Saved entries
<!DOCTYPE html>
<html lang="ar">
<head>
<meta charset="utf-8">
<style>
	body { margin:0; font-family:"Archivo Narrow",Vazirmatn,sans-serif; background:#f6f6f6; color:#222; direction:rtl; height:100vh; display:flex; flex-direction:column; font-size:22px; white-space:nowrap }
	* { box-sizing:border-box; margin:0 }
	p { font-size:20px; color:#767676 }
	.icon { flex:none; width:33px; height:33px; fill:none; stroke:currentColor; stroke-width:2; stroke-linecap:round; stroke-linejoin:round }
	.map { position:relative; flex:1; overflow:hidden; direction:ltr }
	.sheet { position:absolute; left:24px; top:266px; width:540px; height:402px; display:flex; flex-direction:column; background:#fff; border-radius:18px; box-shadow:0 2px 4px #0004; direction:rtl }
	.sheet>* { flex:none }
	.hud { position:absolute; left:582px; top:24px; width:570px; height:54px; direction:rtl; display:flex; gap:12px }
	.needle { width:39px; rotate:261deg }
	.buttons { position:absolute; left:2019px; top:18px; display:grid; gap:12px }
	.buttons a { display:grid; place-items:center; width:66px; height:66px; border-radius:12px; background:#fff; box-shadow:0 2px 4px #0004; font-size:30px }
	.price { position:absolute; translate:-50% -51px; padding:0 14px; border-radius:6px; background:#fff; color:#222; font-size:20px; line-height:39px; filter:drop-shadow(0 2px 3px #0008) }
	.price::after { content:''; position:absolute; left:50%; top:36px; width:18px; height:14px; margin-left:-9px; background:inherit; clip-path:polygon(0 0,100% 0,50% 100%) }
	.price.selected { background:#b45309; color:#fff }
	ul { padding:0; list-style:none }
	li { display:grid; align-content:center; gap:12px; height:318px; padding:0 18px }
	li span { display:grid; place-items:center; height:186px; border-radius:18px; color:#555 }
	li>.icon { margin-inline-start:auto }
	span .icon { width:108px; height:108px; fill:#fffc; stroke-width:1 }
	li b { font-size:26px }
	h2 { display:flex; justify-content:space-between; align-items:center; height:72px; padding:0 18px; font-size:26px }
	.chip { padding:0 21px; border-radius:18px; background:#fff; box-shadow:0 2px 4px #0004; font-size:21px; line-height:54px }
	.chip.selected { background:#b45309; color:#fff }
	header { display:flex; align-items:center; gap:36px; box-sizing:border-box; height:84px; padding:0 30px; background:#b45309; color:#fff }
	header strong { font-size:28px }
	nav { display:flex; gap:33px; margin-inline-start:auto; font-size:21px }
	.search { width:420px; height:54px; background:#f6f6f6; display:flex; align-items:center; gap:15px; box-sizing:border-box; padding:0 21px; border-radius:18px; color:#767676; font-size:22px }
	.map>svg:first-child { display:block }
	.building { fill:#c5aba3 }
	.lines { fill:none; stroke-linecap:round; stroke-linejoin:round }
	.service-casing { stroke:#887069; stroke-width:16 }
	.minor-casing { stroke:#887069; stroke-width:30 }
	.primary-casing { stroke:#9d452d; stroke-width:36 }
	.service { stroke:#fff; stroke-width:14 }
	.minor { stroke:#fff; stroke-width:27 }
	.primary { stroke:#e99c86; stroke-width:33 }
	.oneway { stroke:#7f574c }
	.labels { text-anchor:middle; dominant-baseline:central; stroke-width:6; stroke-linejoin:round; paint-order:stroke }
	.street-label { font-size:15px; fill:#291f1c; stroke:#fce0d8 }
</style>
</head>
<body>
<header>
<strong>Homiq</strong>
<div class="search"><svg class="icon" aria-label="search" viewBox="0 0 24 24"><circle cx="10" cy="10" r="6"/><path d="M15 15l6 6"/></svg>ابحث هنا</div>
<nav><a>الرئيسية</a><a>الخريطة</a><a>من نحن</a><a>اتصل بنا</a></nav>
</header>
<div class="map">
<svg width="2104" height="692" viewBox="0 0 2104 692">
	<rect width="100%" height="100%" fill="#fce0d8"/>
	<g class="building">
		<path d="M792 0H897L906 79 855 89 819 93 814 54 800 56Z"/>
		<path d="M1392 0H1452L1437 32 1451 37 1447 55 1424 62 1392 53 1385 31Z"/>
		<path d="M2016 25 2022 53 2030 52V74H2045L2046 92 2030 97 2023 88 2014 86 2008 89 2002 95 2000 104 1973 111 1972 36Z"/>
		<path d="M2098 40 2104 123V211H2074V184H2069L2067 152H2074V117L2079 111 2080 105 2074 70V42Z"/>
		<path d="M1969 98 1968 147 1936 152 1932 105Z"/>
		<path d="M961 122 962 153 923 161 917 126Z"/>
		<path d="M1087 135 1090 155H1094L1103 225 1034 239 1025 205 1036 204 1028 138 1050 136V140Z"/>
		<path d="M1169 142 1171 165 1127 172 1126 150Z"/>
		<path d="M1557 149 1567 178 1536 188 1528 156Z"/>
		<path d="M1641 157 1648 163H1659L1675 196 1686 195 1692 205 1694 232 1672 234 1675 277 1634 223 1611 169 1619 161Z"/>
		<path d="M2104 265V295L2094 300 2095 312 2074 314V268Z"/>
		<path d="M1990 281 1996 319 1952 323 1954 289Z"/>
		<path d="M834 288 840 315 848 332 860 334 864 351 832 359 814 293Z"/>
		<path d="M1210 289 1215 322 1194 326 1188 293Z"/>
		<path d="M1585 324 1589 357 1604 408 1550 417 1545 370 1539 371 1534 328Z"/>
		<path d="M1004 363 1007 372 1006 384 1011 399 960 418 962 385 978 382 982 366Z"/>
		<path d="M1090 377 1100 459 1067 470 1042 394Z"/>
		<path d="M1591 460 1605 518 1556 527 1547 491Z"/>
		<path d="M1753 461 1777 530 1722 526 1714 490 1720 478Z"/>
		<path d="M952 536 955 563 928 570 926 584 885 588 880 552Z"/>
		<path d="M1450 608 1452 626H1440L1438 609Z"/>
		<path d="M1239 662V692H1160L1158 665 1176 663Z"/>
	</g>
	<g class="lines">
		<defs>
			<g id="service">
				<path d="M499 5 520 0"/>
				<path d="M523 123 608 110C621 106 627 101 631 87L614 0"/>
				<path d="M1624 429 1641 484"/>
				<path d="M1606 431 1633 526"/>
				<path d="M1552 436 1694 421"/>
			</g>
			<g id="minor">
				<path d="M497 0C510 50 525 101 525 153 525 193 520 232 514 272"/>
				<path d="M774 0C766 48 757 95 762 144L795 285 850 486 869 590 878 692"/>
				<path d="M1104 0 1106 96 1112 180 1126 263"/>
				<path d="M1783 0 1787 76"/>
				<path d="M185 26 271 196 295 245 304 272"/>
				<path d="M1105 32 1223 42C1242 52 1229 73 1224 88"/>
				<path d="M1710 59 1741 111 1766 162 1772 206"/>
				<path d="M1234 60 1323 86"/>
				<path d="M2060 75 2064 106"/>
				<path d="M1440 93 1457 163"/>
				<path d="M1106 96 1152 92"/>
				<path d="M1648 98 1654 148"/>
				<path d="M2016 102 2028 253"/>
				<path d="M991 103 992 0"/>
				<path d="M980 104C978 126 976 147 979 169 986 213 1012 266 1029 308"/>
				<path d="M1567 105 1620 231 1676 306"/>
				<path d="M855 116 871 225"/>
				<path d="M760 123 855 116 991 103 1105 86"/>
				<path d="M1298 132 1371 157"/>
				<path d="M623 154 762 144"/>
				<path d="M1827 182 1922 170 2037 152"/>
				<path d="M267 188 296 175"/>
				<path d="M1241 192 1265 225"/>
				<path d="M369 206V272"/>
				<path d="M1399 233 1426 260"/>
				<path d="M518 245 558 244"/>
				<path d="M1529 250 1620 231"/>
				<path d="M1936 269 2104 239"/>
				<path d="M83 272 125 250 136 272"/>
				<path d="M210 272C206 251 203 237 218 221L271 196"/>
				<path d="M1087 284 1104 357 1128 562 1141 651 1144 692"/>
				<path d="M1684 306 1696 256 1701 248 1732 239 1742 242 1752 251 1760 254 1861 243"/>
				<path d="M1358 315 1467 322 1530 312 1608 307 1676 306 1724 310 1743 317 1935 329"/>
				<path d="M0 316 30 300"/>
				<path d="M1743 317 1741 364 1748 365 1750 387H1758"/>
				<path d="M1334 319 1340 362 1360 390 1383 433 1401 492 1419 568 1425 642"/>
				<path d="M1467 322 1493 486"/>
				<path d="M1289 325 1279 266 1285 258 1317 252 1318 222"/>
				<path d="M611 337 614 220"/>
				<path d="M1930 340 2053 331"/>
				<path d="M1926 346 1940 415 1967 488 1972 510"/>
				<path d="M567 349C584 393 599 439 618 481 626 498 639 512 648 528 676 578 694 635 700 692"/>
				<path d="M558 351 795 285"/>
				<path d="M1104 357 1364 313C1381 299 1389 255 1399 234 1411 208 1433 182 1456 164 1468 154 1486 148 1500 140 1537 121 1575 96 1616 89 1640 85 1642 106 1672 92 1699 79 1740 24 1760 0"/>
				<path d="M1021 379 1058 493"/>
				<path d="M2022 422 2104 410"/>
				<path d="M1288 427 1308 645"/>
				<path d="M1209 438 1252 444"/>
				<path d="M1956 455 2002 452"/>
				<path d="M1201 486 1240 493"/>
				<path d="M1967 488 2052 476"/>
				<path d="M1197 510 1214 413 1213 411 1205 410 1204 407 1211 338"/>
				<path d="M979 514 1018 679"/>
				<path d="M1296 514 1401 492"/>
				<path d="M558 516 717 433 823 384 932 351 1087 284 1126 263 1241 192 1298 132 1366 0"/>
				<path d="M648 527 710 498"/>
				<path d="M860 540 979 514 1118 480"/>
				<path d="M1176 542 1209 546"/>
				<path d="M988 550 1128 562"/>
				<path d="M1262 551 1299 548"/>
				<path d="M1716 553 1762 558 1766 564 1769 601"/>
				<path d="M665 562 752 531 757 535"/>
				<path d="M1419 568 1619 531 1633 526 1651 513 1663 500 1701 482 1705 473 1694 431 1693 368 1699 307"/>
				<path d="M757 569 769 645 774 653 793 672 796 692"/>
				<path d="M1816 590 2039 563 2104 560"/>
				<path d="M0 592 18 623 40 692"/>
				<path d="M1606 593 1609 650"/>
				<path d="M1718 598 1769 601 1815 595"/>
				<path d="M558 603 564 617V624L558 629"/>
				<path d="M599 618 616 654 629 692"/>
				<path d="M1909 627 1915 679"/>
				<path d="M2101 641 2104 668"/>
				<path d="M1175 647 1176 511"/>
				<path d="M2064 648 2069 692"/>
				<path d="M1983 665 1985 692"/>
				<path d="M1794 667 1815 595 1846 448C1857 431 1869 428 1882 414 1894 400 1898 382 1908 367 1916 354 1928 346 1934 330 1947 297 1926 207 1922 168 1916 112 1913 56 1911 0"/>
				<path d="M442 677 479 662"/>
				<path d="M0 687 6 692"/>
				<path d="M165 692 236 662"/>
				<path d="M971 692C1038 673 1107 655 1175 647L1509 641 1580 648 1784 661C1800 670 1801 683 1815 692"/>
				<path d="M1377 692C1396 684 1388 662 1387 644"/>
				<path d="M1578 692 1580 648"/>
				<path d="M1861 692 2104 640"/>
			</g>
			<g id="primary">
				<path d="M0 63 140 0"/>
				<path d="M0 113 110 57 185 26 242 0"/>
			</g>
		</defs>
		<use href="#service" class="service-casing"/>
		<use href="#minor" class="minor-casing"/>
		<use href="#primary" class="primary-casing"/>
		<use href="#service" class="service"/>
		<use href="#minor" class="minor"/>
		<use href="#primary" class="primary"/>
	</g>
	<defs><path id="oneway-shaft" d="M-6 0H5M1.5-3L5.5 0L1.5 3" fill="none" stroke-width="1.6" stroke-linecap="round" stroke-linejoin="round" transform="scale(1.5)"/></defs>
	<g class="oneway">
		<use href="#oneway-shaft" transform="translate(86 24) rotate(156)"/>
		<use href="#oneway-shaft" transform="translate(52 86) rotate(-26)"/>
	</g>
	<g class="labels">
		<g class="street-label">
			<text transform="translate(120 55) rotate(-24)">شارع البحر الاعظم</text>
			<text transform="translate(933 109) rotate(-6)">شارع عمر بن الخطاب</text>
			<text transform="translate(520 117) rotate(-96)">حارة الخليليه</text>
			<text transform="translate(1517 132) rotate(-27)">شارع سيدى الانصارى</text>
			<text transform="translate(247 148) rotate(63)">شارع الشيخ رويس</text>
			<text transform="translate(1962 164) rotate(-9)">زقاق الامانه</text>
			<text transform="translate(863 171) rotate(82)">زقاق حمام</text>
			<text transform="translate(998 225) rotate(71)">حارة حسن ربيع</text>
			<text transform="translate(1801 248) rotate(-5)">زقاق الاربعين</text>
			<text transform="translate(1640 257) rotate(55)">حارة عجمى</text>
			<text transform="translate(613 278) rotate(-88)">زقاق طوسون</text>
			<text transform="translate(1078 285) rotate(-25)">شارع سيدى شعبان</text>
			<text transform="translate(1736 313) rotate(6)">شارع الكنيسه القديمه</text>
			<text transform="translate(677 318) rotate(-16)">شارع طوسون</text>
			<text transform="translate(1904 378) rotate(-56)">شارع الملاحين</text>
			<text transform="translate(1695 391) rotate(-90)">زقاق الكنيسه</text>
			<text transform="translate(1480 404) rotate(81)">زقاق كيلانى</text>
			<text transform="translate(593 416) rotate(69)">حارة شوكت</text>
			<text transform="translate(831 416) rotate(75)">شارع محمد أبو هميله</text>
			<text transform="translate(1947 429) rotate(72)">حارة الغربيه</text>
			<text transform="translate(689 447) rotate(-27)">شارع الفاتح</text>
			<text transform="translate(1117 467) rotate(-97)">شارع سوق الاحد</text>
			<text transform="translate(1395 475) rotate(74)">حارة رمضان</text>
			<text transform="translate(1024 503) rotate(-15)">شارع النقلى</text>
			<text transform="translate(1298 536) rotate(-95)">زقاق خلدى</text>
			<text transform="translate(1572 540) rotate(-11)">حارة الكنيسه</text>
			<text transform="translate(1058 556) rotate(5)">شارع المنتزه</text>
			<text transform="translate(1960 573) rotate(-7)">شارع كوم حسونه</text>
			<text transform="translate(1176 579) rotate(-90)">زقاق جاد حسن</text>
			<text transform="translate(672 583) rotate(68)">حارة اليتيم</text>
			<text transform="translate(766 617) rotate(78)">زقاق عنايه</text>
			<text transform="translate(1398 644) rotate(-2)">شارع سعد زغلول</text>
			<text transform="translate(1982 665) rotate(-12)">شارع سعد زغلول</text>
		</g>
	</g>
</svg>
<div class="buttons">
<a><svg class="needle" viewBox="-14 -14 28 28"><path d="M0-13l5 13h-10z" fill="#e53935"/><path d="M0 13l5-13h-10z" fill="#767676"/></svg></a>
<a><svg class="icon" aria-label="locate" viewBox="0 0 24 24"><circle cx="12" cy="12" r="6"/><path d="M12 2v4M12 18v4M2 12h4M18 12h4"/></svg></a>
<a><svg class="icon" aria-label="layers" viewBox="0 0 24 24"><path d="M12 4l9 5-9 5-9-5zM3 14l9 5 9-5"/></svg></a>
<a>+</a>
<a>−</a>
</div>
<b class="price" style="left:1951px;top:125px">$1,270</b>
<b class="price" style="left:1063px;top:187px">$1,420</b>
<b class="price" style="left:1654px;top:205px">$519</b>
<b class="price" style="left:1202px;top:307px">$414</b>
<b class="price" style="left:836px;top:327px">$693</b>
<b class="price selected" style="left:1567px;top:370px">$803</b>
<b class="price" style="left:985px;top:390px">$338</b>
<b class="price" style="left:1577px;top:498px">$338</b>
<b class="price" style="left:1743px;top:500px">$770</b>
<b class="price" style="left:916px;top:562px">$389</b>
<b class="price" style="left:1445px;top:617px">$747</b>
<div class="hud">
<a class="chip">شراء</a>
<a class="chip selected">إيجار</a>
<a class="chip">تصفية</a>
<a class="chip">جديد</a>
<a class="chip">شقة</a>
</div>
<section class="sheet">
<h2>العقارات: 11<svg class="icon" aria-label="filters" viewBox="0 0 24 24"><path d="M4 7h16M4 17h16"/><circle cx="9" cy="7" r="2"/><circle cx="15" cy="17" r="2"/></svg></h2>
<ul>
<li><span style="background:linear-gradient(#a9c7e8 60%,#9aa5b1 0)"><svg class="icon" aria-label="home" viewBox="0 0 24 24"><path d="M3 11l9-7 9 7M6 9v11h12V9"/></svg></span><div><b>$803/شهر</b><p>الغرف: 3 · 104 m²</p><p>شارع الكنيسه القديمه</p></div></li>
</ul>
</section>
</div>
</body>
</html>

# Your instructions:
How many lines in the records hold the string "position"? Reply with the number alone.

# Written answer:
6